## What the task requires
Reproduce exactly, from the data that follows, the line with "Annotation task. Extract", the line with "Dump the readable content of this", and every line that lies between them.

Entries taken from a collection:

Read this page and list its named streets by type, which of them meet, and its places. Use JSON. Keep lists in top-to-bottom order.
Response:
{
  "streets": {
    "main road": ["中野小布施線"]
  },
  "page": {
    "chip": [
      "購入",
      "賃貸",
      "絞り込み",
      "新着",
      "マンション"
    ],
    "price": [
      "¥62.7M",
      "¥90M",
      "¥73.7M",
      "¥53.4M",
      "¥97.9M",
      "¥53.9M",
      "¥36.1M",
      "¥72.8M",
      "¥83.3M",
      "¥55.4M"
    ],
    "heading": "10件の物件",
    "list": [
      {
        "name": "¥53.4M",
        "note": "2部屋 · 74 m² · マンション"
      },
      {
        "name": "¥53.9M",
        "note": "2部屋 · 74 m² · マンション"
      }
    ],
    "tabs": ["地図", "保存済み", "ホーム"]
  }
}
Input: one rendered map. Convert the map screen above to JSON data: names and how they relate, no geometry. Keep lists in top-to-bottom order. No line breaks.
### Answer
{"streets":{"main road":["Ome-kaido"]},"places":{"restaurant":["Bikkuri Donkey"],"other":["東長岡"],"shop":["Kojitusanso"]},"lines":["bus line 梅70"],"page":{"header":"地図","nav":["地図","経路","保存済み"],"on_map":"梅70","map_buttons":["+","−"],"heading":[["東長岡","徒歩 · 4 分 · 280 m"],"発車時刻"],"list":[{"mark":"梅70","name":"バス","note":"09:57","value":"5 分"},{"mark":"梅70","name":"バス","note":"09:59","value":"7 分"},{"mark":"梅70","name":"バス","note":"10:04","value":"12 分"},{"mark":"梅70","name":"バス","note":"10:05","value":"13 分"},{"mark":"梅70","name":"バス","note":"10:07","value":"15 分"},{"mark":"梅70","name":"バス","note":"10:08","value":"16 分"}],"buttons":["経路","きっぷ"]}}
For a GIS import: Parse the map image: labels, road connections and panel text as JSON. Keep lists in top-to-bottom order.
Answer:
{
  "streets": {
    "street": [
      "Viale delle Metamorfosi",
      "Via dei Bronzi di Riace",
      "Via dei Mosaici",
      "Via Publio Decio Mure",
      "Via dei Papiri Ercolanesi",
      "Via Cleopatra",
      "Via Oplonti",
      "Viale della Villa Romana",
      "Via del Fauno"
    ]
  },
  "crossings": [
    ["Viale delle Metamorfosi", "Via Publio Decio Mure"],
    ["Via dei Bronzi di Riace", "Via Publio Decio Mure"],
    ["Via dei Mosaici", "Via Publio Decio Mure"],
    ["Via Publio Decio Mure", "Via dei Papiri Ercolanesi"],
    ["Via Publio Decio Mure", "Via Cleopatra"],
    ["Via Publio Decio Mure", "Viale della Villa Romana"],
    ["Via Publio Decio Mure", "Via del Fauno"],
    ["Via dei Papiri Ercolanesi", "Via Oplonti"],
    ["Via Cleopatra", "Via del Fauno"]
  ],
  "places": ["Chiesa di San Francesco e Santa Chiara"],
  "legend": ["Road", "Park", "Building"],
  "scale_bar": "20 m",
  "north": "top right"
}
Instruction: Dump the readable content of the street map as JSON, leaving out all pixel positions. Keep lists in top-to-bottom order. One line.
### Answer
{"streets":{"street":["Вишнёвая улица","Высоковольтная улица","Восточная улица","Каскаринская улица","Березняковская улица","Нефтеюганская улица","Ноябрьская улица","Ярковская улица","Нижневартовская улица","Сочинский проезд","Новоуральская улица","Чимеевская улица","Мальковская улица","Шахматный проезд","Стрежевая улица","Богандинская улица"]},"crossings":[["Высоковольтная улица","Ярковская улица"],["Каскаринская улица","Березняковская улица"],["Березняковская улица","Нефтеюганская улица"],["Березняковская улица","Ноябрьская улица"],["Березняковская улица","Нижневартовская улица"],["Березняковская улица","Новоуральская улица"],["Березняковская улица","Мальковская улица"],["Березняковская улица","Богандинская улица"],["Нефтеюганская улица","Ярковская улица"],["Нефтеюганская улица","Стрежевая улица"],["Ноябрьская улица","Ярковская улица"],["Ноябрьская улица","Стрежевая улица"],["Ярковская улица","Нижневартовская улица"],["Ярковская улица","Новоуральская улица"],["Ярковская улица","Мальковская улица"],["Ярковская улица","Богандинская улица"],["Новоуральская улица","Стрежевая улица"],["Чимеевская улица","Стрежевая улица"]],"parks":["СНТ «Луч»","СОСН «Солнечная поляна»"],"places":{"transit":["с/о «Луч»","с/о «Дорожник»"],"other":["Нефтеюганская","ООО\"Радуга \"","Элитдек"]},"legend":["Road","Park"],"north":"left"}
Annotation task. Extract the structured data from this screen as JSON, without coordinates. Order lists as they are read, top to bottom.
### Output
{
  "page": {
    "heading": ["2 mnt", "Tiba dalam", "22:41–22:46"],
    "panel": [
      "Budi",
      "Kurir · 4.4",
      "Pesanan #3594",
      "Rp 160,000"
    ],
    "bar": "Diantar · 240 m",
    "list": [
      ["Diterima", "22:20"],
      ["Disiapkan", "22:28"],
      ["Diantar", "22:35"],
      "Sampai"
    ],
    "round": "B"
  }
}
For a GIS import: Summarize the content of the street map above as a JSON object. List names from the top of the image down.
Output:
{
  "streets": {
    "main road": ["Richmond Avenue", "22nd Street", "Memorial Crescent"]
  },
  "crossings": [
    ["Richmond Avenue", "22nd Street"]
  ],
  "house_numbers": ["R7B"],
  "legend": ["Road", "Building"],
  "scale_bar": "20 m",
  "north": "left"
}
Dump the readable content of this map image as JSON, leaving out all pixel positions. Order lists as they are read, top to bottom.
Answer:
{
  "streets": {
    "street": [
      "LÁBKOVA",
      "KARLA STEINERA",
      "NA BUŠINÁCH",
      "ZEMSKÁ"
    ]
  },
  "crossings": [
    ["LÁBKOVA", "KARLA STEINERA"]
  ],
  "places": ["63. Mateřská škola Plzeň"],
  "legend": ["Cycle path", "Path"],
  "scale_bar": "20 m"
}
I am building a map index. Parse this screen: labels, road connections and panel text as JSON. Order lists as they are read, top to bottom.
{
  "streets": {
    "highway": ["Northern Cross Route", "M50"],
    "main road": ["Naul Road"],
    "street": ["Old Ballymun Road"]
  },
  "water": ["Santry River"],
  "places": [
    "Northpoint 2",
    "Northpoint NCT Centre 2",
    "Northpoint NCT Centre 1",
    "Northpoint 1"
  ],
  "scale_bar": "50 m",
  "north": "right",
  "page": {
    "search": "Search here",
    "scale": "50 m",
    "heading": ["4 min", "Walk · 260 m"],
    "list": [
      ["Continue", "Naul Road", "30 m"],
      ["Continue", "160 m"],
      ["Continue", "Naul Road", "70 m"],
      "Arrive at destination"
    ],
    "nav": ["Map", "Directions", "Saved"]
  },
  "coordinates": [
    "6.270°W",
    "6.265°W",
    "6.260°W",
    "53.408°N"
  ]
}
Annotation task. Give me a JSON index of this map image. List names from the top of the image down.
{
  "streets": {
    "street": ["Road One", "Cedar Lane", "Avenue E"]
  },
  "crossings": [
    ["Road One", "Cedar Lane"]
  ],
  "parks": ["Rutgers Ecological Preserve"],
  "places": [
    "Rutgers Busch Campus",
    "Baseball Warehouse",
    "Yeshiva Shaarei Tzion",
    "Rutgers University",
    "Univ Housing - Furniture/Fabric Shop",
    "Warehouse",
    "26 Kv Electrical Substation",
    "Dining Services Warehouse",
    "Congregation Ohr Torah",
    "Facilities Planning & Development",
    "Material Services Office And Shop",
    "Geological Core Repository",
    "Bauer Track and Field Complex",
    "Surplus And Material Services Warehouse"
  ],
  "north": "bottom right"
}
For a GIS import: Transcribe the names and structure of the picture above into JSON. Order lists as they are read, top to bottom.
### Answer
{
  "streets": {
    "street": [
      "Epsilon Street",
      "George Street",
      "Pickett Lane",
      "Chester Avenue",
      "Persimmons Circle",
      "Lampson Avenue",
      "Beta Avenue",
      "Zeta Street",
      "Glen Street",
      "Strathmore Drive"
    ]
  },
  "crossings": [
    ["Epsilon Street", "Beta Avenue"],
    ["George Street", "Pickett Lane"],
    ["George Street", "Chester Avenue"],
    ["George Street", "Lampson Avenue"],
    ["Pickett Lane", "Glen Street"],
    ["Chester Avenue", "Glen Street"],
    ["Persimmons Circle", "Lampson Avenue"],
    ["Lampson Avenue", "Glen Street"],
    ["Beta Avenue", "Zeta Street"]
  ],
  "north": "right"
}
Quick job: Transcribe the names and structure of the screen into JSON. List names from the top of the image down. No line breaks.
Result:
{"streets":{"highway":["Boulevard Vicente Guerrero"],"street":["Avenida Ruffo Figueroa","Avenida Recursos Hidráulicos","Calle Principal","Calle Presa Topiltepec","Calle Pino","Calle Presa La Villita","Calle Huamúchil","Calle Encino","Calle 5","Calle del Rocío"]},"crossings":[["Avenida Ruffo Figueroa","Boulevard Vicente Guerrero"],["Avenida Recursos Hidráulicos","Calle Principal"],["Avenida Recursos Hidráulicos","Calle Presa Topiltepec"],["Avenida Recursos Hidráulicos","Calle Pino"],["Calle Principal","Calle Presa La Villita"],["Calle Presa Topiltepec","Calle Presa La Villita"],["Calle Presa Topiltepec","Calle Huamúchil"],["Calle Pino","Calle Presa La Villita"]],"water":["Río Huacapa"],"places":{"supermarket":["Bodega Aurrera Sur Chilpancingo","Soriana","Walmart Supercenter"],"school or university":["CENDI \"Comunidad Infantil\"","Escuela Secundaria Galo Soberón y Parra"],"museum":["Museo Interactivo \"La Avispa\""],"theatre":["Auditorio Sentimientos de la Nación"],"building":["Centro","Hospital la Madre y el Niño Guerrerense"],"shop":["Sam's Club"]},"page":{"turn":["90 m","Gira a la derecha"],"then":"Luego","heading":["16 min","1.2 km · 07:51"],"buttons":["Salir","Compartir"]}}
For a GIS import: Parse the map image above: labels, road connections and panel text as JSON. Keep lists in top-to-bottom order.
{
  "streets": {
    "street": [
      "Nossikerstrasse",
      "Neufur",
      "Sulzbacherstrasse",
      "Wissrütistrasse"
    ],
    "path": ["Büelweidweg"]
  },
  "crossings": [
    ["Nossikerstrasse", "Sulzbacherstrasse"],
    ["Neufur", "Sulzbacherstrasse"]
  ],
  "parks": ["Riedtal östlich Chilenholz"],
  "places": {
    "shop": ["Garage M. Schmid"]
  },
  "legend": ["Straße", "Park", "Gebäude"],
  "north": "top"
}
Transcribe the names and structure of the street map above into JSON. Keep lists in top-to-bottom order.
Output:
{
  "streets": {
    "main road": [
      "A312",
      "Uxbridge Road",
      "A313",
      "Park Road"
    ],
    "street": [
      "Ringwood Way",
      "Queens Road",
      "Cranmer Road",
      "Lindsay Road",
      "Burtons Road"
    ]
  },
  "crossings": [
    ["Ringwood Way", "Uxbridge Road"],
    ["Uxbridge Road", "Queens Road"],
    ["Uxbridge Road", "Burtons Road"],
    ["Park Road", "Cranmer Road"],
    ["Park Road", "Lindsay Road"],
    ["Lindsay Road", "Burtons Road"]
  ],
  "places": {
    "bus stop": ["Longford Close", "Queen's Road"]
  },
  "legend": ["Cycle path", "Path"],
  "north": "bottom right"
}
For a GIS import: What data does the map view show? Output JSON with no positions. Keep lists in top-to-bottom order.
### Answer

## The completed task
Annotation task. Extract the structured data from this screen as JSON, without coordinates. Order lists as they are read, top to bottom.
### Output
{
  "page": {
    "heading": ["2 mnt", "Tiba dalam", "22:41–22:46"],
    "panel": [
      "Budi",
      "Kurir · 4.4",
      "Pesanan #3594",
      "Rp 160,000"
    ],
    "bar": "Diantar · 240 m",
    "list": [
      ["Diterima", "22:20"],
      ["Disiapkan", "22:28"],
      ["Diantar", "22:35"],
      "Sampai"
    ],
    "round": "B"
  }
}
For a GIS import: Summarize the content of the street map above as a JSON object. List names from the top of the image down.
Output:
{
  "streets": {
    "main road": ["Richmond Avenue", "22nd Street", "Memorial Crescent"]
  },
  "crossings": [
    ["Richmond Avenue", "22nd Street"]
  ],
  "house_numbers": ["R7B"],
  "legend": ["Road", "Building"],
  "scale_bar": "20 m",
  "north": "left"
}
Dump the readable content of this map image as JSON, leaving out all pixel positions. Order lists as they are read, top to bottom.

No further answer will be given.